Dataset entries:
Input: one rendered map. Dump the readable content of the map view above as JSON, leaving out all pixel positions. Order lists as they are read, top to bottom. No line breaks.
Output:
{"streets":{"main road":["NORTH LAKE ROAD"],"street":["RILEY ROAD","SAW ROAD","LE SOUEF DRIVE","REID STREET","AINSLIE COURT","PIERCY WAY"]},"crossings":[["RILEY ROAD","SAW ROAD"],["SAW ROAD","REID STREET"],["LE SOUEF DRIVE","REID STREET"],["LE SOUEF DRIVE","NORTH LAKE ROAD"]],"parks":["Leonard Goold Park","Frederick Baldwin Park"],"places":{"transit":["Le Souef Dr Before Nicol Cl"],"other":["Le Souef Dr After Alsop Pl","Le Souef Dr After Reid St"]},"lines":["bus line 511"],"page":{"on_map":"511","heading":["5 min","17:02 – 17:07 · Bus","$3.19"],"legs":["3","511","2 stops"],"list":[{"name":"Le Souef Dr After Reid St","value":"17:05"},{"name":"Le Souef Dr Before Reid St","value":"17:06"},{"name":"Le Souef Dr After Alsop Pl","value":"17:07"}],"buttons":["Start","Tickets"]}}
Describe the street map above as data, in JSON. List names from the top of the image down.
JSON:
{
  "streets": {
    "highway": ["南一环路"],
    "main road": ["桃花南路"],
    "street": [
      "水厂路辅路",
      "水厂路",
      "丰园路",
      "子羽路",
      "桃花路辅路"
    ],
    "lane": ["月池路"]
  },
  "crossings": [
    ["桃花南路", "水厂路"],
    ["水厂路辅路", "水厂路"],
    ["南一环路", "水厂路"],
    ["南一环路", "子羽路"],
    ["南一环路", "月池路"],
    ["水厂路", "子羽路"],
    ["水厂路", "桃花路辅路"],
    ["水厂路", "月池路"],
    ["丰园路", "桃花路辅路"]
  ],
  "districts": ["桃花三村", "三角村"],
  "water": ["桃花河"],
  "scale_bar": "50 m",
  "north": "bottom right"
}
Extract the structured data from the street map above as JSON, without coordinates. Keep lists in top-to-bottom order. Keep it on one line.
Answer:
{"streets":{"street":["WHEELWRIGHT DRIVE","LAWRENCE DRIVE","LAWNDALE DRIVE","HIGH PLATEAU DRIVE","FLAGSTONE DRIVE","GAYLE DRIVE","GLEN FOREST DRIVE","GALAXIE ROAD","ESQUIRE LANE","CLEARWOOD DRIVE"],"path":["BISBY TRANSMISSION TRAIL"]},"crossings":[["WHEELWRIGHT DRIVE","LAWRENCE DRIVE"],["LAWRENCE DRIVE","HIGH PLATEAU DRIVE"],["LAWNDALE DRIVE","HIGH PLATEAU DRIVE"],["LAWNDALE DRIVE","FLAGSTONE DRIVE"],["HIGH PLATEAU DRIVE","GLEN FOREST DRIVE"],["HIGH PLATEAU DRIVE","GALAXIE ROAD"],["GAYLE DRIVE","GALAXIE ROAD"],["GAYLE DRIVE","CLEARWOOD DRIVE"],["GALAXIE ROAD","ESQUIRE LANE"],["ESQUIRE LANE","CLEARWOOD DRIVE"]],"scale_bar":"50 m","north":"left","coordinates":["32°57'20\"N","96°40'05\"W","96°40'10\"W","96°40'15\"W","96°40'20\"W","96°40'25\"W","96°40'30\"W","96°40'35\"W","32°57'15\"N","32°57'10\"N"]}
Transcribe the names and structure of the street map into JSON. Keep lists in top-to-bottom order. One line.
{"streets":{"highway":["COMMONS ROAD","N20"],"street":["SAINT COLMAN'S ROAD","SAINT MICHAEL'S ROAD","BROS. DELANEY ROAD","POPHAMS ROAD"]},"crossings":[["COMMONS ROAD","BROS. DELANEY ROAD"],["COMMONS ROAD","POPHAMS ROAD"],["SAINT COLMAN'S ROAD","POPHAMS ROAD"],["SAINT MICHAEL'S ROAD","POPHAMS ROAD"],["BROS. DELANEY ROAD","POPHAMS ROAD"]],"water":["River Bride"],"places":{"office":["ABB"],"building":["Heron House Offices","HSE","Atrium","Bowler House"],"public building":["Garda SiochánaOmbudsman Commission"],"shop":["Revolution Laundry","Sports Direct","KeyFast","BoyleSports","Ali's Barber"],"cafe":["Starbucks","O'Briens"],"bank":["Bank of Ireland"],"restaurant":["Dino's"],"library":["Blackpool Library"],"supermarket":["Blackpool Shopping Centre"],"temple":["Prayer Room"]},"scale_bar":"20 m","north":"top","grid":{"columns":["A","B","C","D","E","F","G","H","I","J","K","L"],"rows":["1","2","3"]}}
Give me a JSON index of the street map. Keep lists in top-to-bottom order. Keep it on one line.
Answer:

Exercise aim
Identify every line above with the string "from" in it. Copy those lines.

Completed exercise
Describe the street map above as data, in JSON. List names from the top of the image down.
Extract the structured data from the street map above as JSON, without coordinates. Keep lists in top-to-bottom order. Keep it on one line.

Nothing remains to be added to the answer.